Autonomous systems monitor their surroundings with several sensors: cameras, radars, ultrasonic sensors and optionally LiDARs. Why not one sensor? As Gergely Debreczeni explained in this blog, redundancy is the foundation of safe autonomy. Let’s dive deeper into the technical aspects of the question.
A redundant sensor system is a fusion of properly calibrated and synchronized different types of sensors. This is the only way of achieving safe and stable longitudinal and lateral control. There are three factors at the core of sensor fusion: spatial calibration, temporal synchronization, and the proper fusion of data.
First, all the sensors mentioned above must work in the same, shared coordinate system. This is created through the process of spatial calibration. Precise calibration is vital, as erroneous calibration could lead to unwanted situations. For example, if the orientation of cameras is not known exactly, the system will miscalculate the trajectory it has to follow and could hit obstacles that it recognizes and plans to avoid.
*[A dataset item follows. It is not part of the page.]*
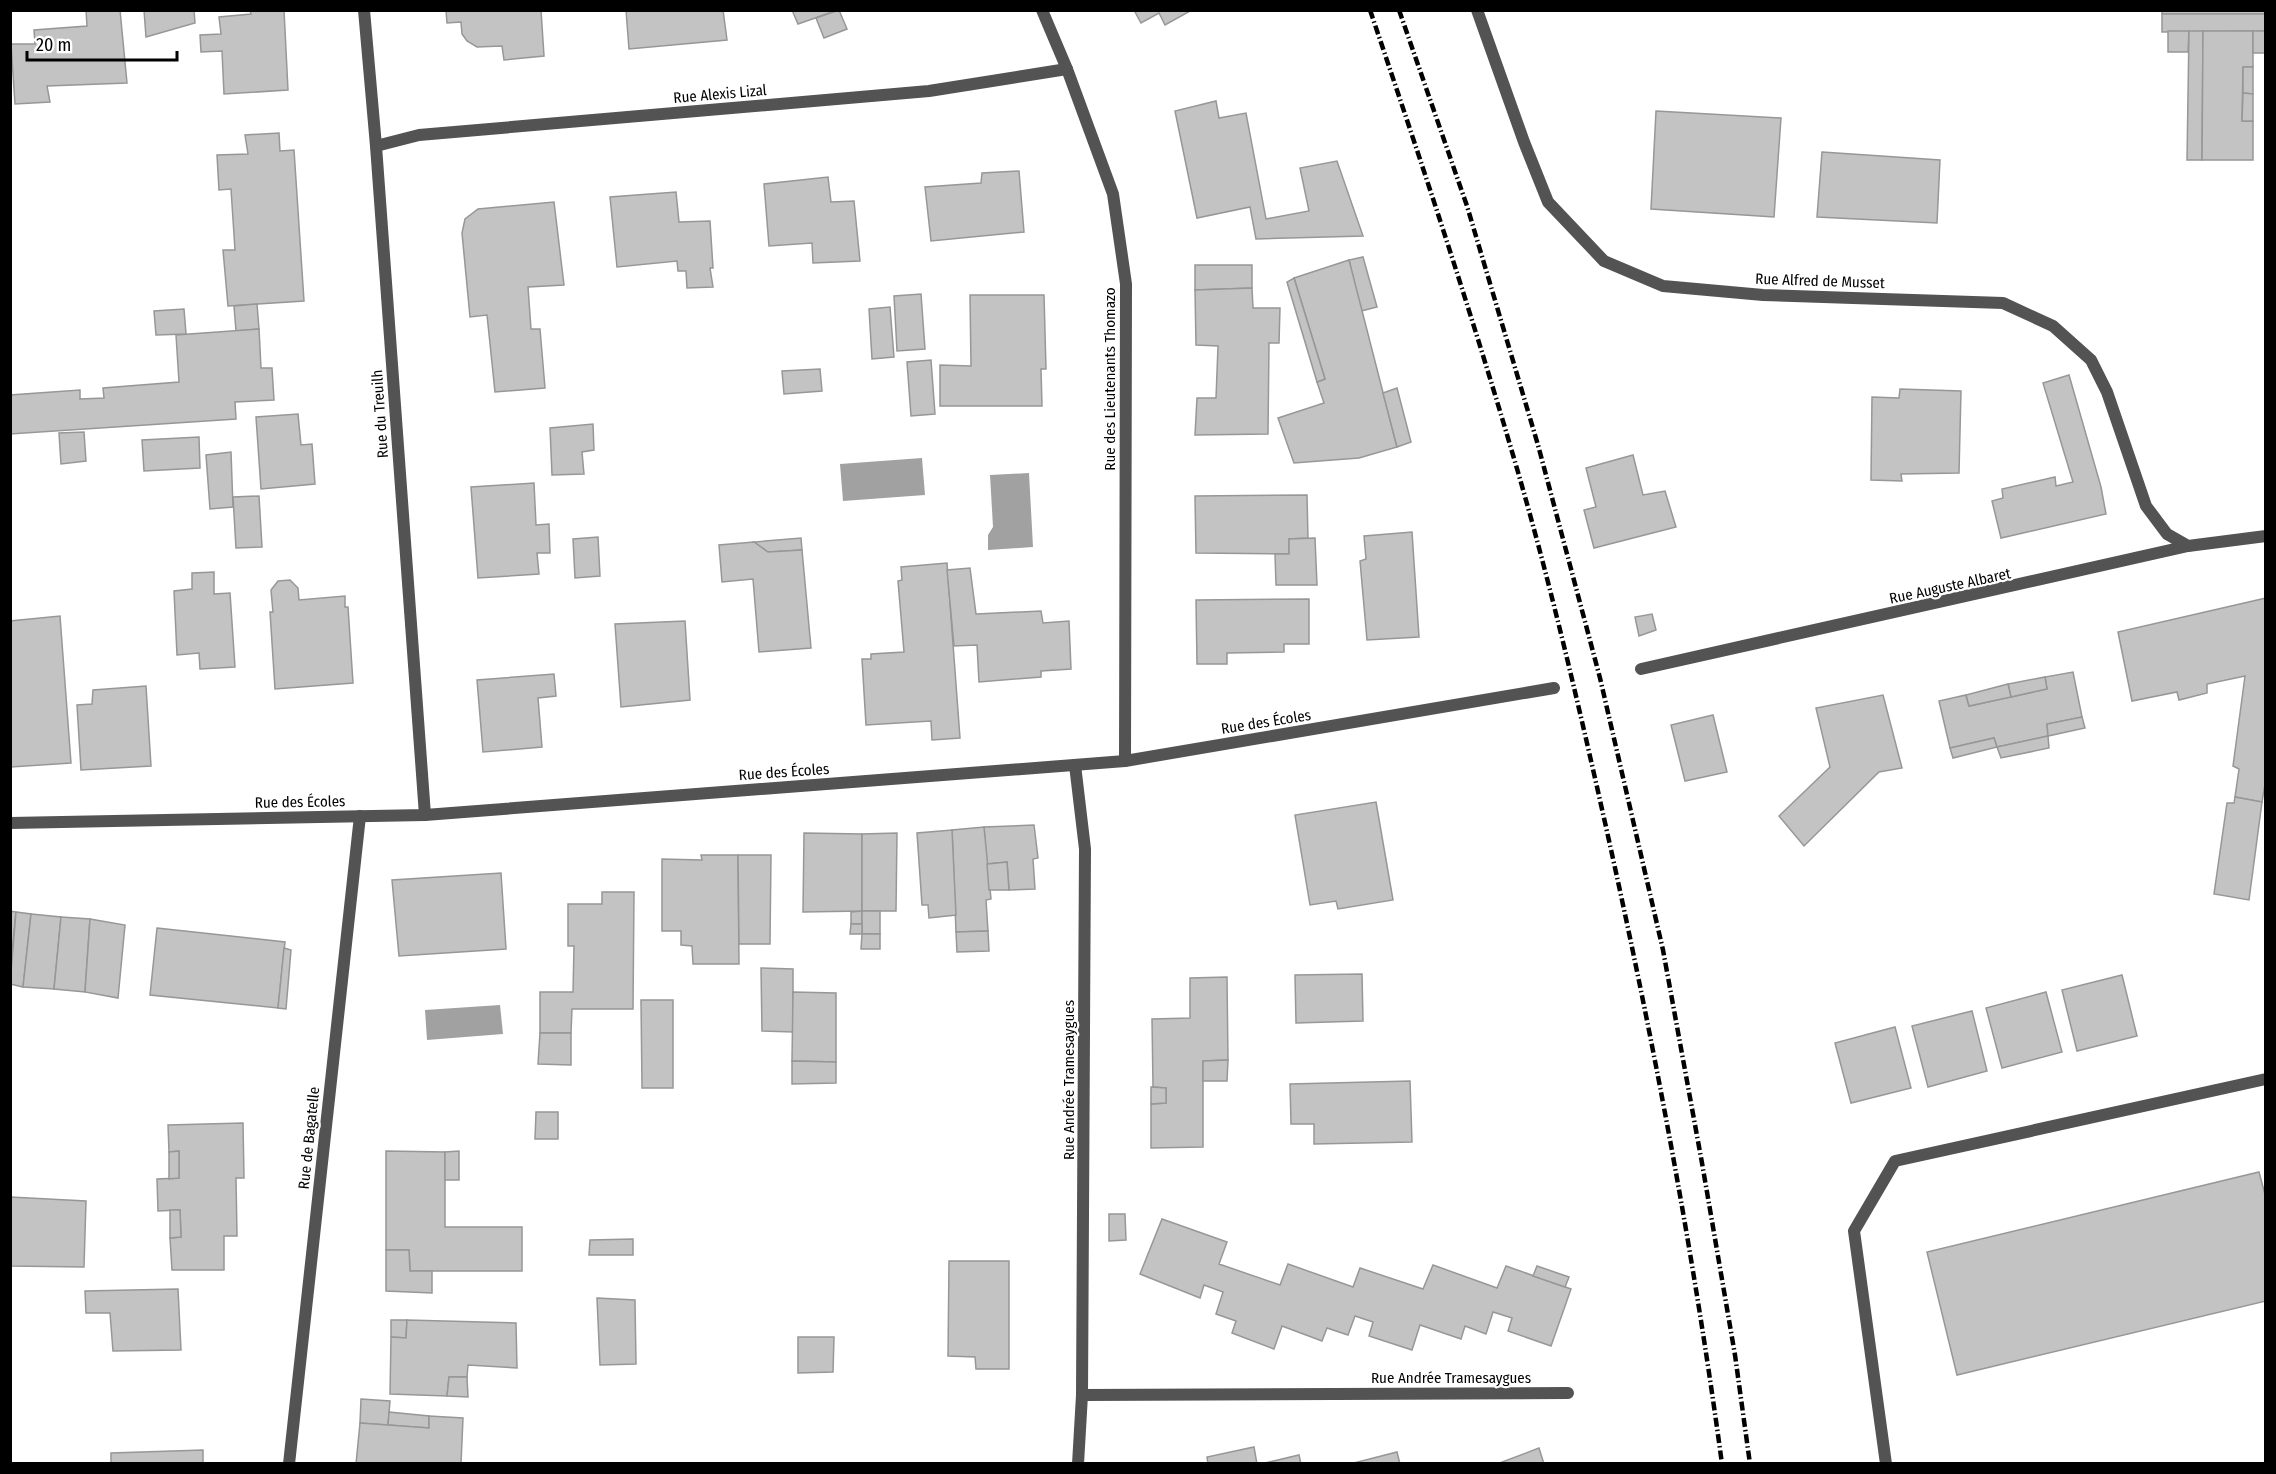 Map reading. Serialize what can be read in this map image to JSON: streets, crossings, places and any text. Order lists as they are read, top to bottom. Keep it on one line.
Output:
{"streets":{"street":["Rue Alexis Lizal","Rue Alfred de Musset","Rue des Lieutenants Thomazo","Rue du Treuilh","Rue Auguste Albaret","Rue des Écoles","Rue Andrée Tramesaygues","Rue de Bagatelle"]},"crossings":[["Rue Alexis Lizal","Rue des Lieutenants Thomazo"],["Rue Alexis Lizal","Rue du Treuilh"],["Rue Alfred de Musset","Rue Auguste Albaret"],["Rue des Lieutenants Thomazo","Rue des Écoles"],["Rue du Treuilh","Rue des Écoles"],["Rue des Écoles","Rue Andrée Tramesaygues"],["Rue des Écoles","Rue de Bagatelle"]],"scale_bar":"20 m"}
A common solution is in-factory calibration. However, this is a limiting factor, as the car would have to return to calibration base stations time and time again to ensure safe operation. At AImotive we believe that only regularly repeated, even on the fly, automated calibration can provide the required level of safety for autonomous vehicles.
But spatial calibration is not enough, leading to the second factor. Synchronizing sensors in time is also vital, and the sensors have to be in sync not only with each other but also with the processing unit. Imagine the problems that could be caused by sensor data from different moments, which contradict each other being connected by the system for use in decision making. In many cases simply not using a certain dataset is less dangerous than relying on desynchronized data. aiDrive minimizes the risk of desynchronization. Based on the system clock the processing unit sends periodical trigger pings requesting data from the sensors. The responses are time coded, ensuring the system has a clear understanding of what data is relevant to which moment in time.
Third, and finally: sensor fusion. This should be seen as reconstructing the world through the different sensory inputs. However, the reconstruction has to be safe to plan with, even if one of the sensors on the vehicle (a camera, radar or LiDAR) fails. It is also important to understand the strengths and weaknesses of different sensors to know which sensor should be believed in certain situations. An inaccurate measurement can lead to anomalies and the risk of highly erratic behavior. There are several well-known approaches to these difficulties. For example, Kalman filters, through which the system can predict expected measurements based on previous data and an underlying proper system model. Also, as the use of neural networks in autonomous technology becomes increasingly widespread there are possibilities to be explored in this regard as well.
All three actors: spatial calibration, temporal synchronization and sensor fusion are vital for safe self-driving. At AImotive we always strive to find the most advanced and safest solutions to the myriad questions of autonomous technology. Our goal is not only to solve self-driving, but to ensure that autonomous technology is scalable, and most importantly, safe.